VMware Cloud Community
call_percula
Contributor
Contributor

Scanning software iSCSI HBA leaves host in unstable state

Lots of changes in the environment recently and this little "joy" cropped up. I have open tickets with Juniper, Dell EQL and VMware with everyone more or less pointing the finger at the other.

I'm trying to see if anyone else has seen anything like this before, and if they have what if any thing they might know about dealing with it.

Details:

Dell M620 blades with current firmware on them.

ESXi 5.5.x (I say "x" because I see this problem with a clean install of 1331820 and with 1474528)

(4) 10Gb NICs per host. (2) Dedicated to data and management traffic, (2) dedicated for iSCSI traffic only.

Juniper EX4500 stack running 12.2R5 software, jumbo packets are configured and working, flow control is enabled and no errors are seen on interfaces.

(2) EQL 6510X (1) 6510E all running 6.0.7 firmware. No warnings etc on these.

I am using vDS on the cluster of (16) blades, I have one for data and management traffic with several port groups and one for iSCSI only. One the iSCSI I have (3) port groups, one for heartbeat only with both nics bound and the lowest numbered vmknic in that port group. I have each vmknic in each of the two remaining portgroups with one nic bound per port group.

I have installed the EQL MEM 5-1.2.0.365964 via the update mgr and enabled iSCSI multipath.

Now all of this has worked great without a problem until recently. We lost a controller on an array during a firmware upgrade. That controller is still there because until I resolve this issue I can't replace it without fear of another total outage.

When I scan for new storage, just HBA the operation times out after about 20 mins. vCenter loses connection to the host. I can console and sometimes SSH to the host, but it is VERY unstable, for example doing a tail -n 100 /var/log/syslog will lockup the ssh session. Sometimes I can restart the services with services.sh and get the host back to a manageable state, sometimes it takes a power cycle to get it up again. I had to turn off the USBarbitrator service... before this issue the service was set to auto start on boot and was never a problem, after I started having this issue, it would hang during the reboot with starting USBarbitrator service for several hours before timing out and finishing the boot up process.

0 Kudos
1 Reply
alex_g60
Contributor
Contributor

We just encountered (almost exactly) this same problem.
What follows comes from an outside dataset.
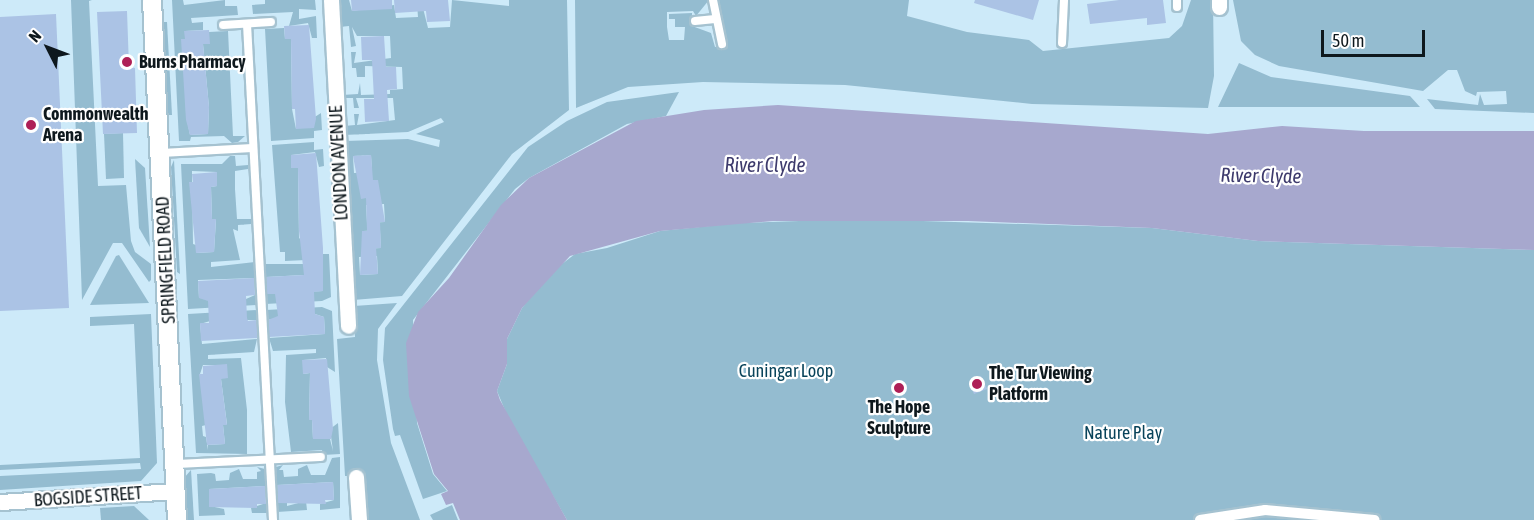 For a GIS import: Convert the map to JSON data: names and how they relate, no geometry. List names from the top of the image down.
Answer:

Our setups are pretty close.   We have 4 Dell R720 connected to a Nimble SAN (iSCSI) via redundant 10Gb links over Extreme Network switching.  Jumbo frames are also on for us.  All seems to be working fine until this one HBA scan.

I haven't upgraded our hosts from 5.1 to 5.5 yet.  However our vCenter (SSO, Inventory, vCenter) is on 5.5 P01 (1476327).

If I were to upgrade the hosts, it would have been to that 5.5 P01 version of 1474528.


But you are correct, a reboot seems to be the only way to bring the host back to life.  (Which is unacceptable in my opinion).

If vMotion was possible during this HBA scan issue, it wouldn't be that big of a deal.


I wouldn't think the differing versions between Host and vCenter would have anything to do with it.


Could you please reply once you have any sort of direction on what the possible solution is?  I'm not getting anything concrete from VMware at the moment.  I have yet to contact the storage vendor about this issue.  (You are correct about the finger pointing.)


Thanks for posting this!

0 Kudos